Il ne pouvait plus revenir en arrière. Il ne pouvait plus disparaître désormais, comme il aurait pu le faire il y a quelque instants. Peut-être le voulait-il, mais il s’en sentait incapable. Aurait-il simplement passé son chemin s’il avait su qu’elle était aveugle ? Avaient-ils désormais ne serais-ce que l’once d’une chance d’échapper aux traqueurs de la Combe ? S’il l’avait laissée seule, peut-être l’auraient-ils laissé en vie, voire ramenée au camp, peut-être venait-il de la condamner à mort.
Toutes ces pensées s’agitaient derrière le front buriné de Sonn et, comme si toute ses angoisses avaient jailli de son crâne pour s’envoler à travers les tourbillons de neige, il lui sembla percevoir le bref écho d’une voix humaine.

- Allons-y.


Honteux, il aida l’Échouée à sortir de l’eau. Autour d’eux les flocons chutaient de plus en plus gros, c’était probablement à leur avantage. Quelle stratégie adopter désormais ? L’idéal serait bien sûr de trouver rapidement un endroit sûr où se cacher. Mais rien autour d’eux ne pouvait constituer une cachette efficace contre ceux qui les poursuivaient.

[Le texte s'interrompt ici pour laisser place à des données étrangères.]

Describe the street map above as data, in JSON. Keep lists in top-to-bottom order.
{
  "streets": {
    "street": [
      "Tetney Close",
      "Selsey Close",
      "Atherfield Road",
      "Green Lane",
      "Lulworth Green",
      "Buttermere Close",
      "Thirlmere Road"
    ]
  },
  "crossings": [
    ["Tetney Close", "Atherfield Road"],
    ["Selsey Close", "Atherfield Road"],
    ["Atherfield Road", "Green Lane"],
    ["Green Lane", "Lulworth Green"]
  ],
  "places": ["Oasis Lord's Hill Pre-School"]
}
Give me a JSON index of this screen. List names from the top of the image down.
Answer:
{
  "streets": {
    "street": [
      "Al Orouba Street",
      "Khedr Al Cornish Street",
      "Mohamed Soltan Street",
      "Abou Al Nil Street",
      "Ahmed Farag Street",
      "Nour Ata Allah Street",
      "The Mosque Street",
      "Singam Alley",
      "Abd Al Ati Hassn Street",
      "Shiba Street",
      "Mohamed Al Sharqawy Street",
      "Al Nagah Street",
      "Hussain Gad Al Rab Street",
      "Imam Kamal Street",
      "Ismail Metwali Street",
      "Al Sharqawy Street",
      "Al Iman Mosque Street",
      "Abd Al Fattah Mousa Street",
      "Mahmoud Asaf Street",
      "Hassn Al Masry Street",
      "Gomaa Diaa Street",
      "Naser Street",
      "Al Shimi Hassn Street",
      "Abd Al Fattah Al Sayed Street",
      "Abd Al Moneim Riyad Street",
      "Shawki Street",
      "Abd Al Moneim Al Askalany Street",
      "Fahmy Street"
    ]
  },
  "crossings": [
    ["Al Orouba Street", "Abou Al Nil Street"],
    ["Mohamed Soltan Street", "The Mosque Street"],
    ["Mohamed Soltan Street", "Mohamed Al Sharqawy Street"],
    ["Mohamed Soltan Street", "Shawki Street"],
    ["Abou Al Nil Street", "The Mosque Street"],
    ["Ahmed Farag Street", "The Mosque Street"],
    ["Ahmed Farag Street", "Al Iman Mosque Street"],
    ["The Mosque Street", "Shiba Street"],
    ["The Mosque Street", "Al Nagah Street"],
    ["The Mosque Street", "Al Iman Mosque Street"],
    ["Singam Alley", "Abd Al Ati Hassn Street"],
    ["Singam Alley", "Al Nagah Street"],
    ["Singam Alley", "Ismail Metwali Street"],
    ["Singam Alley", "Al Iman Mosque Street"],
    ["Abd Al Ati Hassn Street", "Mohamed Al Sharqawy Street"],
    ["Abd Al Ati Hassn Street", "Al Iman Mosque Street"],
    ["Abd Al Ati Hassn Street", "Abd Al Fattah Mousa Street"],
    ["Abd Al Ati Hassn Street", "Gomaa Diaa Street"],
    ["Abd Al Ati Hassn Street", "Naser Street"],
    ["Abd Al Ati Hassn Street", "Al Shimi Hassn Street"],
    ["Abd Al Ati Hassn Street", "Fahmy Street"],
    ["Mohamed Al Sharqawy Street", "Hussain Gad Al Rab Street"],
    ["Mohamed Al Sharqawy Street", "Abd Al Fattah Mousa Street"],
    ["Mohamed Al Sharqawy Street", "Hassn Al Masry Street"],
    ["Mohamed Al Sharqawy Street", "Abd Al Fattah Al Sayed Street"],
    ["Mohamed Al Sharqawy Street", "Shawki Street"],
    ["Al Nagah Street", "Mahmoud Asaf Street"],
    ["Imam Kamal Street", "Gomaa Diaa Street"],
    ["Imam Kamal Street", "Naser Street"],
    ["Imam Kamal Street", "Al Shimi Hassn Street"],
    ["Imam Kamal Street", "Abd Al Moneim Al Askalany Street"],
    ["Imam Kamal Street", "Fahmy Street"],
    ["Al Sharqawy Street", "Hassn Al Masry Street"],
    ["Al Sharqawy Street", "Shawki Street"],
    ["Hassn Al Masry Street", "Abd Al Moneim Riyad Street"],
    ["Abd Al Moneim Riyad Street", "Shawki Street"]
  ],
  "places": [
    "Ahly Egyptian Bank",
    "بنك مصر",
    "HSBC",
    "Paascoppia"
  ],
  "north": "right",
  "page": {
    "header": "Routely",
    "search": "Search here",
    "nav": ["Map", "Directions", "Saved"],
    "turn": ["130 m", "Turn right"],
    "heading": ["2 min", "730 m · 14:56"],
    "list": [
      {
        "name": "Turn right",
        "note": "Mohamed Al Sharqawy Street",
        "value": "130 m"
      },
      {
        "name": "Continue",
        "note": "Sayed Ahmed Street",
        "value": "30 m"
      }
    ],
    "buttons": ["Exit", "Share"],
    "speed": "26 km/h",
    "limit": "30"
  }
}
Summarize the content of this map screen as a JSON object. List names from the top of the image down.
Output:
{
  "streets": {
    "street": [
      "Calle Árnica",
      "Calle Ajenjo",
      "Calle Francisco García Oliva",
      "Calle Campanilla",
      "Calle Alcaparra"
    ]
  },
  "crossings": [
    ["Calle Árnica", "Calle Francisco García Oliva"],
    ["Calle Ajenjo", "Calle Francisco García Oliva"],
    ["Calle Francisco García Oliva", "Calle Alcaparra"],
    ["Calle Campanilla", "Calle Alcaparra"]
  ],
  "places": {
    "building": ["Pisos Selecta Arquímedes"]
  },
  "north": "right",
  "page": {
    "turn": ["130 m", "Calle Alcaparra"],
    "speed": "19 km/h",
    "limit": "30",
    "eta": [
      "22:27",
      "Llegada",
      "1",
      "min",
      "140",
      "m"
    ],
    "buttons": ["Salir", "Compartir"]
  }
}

- Écoute, on va devoir se cacher, et pour ça on va devoir avancer vite. Je vais te prendre sur mon dos aussi longtemps que je pourrais. Surtout ne panique pas et pense à respirer profondément.

Sans vraiment attendre son consentement, il saisit les deux mains d’Ejil poru les poser sur ses épaules avant de s’accroupir pour qu’elle monte sur son dos. Au fond de sa gorge un goût âcre remontait jusqu’à ses gencives, comme un reptile visqueux rampant vers sa proie, un parasite aux écailles noires comme la mort.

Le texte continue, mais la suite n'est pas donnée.